> _GIVEN ENTRIES_:
Segment Open

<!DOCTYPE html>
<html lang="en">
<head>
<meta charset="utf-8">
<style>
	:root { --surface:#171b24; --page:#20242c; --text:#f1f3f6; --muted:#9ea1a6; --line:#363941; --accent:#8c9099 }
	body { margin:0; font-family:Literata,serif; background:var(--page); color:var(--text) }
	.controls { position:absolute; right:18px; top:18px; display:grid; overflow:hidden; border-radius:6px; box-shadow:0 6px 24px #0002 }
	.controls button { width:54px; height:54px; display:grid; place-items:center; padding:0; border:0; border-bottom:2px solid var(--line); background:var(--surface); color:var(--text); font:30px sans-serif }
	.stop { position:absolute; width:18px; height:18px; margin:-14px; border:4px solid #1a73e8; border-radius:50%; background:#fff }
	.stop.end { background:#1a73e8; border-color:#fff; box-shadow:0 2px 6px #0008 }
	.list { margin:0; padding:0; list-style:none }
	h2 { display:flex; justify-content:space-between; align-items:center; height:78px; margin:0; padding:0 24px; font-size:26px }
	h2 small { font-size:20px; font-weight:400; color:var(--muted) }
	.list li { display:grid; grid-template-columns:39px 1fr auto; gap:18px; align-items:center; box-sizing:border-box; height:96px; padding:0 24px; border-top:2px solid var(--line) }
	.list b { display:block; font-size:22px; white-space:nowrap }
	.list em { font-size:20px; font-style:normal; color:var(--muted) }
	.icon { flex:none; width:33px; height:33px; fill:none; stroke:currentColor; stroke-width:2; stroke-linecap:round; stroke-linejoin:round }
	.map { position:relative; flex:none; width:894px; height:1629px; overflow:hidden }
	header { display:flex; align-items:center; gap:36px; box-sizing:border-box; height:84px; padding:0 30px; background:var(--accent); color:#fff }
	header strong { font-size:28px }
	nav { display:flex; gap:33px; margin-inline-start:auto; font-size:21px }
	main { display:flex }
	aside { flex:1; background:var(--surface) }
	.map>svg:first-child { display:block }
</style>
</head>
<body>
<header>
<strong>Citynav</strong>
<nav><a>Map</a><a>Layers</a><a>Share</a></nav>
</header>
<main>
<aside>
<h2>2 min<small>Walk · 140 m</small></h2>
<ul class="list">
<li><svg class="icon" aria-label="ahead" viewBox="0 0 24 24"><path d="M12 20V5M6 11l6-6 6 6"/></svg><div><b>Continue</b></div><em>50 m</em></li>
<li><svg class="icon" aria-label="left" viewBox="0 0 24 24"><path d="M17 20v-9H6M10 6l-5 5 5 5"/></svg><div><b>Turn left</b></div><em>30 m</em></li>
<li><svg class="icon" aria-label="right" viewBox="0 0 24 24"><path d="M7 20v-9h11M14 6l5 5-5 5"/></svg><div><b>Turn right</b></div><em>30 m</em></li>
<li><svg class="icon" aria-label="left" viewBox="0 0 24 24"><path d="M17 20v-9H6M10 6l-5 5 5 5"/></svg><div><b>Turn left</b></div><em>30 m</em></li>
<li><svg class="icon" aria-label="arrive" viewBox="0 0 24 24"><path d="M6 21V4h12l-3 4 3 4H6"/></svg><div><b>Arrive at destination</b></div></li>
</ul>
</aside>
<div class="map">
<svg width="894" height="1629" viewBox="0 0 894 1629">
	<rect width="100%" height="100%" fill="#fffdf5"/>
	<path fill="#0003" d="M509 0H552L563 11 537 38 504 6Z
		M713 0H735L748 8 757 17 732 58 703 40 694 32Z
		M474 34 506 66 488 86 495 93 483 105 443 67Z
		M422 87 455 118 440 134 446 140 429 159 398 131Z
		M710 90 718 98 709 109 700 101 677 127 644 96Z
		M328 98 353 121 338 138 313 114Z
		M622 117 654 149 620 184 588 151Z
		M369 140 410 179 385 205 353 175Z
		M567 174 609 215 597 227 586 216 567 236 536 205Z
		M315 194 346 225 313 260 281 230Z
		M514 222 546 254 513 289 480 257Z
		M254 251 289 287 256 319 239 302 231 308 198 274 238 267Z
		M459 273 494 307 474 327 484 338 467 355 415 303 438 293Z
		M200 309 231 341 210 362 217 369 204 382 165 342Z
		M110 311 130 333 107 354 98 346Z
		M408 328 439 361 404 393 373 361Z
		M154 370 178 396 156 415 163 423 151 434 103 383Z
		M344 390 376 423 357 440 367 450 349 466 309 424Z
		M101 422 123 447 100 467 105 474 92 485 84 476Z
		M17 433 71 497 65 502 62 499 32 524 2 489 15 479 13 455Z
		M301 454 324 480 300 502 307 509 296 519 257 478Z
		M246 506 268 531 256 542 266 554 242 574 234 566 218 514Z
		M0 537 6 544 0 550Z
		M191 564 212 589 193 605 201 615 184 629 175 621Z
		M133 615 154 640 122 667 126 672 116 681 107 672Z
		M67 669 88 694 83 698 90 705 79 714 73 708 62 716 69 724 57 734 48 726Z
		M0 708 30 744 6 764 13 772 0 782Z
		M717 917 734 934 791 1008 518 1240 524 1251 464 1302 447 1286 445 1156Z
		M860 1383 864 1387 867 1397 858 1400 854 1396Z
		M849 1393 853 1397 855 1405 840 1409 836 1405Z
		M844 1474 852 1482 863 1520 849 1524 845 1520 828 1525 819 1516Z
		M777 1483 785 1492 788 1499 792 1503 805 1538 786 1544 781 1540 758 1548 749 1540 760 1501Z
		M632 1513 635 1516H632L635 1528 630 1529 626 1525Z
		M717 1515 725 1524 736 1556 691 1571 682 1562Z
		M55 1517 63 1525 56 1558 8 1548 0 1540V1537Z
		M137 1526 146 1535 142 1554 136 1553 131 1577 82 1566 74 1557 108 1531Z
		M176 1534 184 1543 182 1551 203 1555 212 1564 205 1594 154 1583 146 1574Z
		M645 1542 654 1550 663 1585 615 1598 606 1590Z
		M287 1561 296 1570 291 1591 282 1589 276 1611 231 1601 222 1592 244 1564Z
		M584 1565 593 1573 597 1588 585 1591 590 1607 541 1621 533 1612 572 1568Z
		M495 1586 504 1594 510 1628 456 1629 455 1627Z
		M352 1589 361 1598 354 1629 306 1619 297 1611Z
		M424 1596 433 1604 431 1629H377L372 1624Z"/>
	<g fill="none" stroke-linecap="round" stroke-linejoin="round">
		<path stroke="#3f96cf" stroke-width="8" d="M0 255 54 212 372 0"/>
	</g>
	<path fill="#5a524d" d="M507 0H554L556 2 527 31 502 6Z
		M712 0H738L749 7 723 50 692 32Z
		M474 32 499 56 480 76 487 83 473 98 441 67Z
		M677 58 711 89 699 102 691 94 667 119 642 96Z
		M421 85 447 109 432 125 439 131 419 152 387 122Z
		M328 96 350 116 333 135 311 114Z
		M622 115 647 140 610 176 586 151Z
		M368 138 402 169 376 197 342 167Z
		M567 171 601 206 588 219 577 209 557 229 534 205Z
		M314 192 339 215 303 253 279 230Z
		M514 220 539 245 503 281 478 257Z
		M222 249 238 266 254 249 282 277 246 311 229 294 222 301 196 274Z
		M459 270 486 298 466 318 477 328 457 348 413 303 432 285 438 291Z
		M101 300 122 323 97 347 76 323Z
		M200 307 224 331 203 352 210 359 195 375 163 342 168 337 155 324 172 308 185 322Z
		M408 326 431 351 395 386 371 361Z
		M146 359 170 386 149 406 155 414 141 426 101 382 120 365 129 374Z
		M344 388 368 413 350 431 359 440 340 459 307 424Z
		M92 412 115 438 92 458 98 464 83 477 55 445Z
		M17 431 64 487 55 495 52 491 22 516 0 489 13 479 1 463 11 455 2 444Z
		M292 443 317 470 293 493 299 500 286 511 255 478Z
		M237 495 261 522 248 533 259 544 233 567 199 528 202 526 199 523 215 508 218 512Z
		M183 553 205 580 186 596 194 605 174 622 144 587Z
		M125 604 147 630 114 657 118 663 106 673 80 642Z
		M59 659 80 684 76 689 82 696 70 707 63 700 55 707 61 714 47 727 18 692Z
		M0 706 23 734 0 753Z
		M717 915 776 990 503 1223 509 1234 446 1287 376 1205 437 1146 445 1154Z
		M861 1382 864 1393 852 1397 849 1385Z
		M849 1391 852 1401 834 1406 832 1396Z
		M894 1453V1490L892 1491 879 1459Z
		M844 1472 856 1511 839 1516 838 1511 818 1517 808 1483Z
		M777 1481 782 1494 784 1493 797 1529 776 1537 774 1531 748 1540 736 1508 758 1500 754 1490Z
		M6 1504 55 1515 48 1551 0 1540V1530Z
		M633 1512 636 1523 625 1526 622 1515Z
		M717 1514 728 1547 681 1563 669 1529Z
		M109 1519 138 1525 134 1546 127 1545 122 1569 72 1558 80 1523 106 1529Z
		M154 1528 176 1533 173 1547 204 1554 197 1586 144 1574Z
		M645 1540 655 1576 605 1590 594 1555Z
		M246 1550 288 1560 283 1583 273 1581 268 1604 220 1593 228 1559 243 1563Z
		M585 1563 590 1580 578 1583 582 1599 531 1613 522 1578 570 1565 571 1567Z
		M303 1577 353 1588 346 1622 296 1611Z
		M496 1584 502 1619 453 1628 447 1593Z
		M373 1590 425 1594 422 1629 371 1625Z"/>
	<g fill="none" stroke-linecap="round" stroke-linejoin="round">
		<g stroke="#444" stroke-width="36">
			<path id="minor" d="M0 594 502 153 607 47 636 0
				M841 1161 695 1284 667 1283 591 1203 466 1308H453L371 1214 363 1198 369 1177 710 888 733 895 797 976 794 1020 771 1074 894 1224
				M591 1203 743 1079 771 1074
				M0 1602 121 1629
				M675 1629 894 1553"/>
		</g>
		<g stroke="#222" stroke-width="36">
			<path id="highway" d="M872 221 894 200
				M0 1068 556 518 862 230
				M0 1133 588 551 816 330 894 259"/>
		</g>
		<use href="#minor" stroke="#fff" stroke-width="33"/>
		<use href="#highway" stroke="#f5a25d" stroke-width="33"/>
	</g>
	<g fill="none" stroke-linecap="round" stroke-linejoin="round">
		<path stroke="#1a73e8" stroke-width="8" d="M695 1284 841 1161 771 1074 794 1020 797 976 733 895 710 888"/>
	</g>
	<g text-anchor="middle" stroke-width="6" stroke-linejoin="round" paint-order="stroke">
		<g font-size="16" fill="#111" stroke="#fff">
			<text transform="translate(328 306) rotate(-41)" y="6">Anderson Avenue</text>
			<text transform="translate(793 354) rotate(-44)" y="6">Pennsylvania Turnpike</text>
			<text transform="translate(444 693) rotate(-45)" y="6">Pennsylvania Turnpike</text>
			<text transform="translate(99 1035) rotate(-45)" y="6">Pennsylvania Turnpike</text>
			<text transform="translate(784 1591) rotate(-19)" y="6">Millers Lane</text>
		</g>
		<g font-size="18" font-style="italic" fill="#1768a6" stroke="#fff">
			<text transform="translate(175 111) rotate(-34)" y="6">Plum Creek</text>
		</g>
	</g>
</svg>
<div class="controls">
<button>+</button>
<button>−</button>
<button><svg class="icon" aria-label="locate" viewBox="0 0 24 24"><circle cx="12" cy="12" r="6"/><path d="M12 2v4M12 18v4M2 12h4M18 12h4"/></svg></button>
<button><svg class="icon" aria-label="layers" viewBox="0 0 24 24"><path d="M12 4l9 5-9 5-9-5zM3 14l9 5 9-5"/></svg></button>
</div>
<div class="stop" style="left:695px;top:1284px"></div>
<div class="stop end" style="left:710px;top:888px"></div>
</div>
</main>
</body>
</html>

Segment Closed

> _WHAT IS BEING ASKED_: Working from the entries above, filter out every line that lacks "label" and copy what remains.

> _TASK RESULT_:
<li><svg class="icon" aria-label="ahead" viewBox="0 0 24 24"><path d="M12 20V5M6 11l6-6 6 6"/></svg><div><b>Continue</b></div><em>50 m</em></li>
<li><svg class="icon" aria-label="left" viewBox="0 0 24 24"><path d="M17 20v-9H6M10 6l-5 5 5 5"/></svg><div><b>Turn left</b></div><em>30 m</em></li>
<li><svg class="icon" aria-label="right" viewBox="0 0 24 24"><path d="M7 20v-9h11M14 6l5 5-5 5"/></svg><div><b>Turn right</b></div><em>30 m</em></li>
<li><svg class="icon" aria-label="left" viewBox="0 0 24 24"><path d="M17 20v-9H6M10 6l-5 5 5 5"/></svg><div><b>Turn left</b></div><em>30 m</em></li>
<li><svg class="icon" aria-label="arrive" viewBox="0 0 24 24"><path d="M6 21V4h12l-3 4 3 4H6"/></svg><div><b>Arrive at destination</b></div></li>
<button><svg class="icon" aria-label="locate" viewBox="0 0 24 24"><circle cx="12" cy="12" r="6"/><path d="M12 2v4M12 18v4M2 12h4M18 12h4"/></svg></button>
<button><svg class="icon" aria-label="layers" viewBox="0 0 24 24"><path d="M12 4l9 5-9 5-9-5zM3 14l9 5 9-5"/></svg></button>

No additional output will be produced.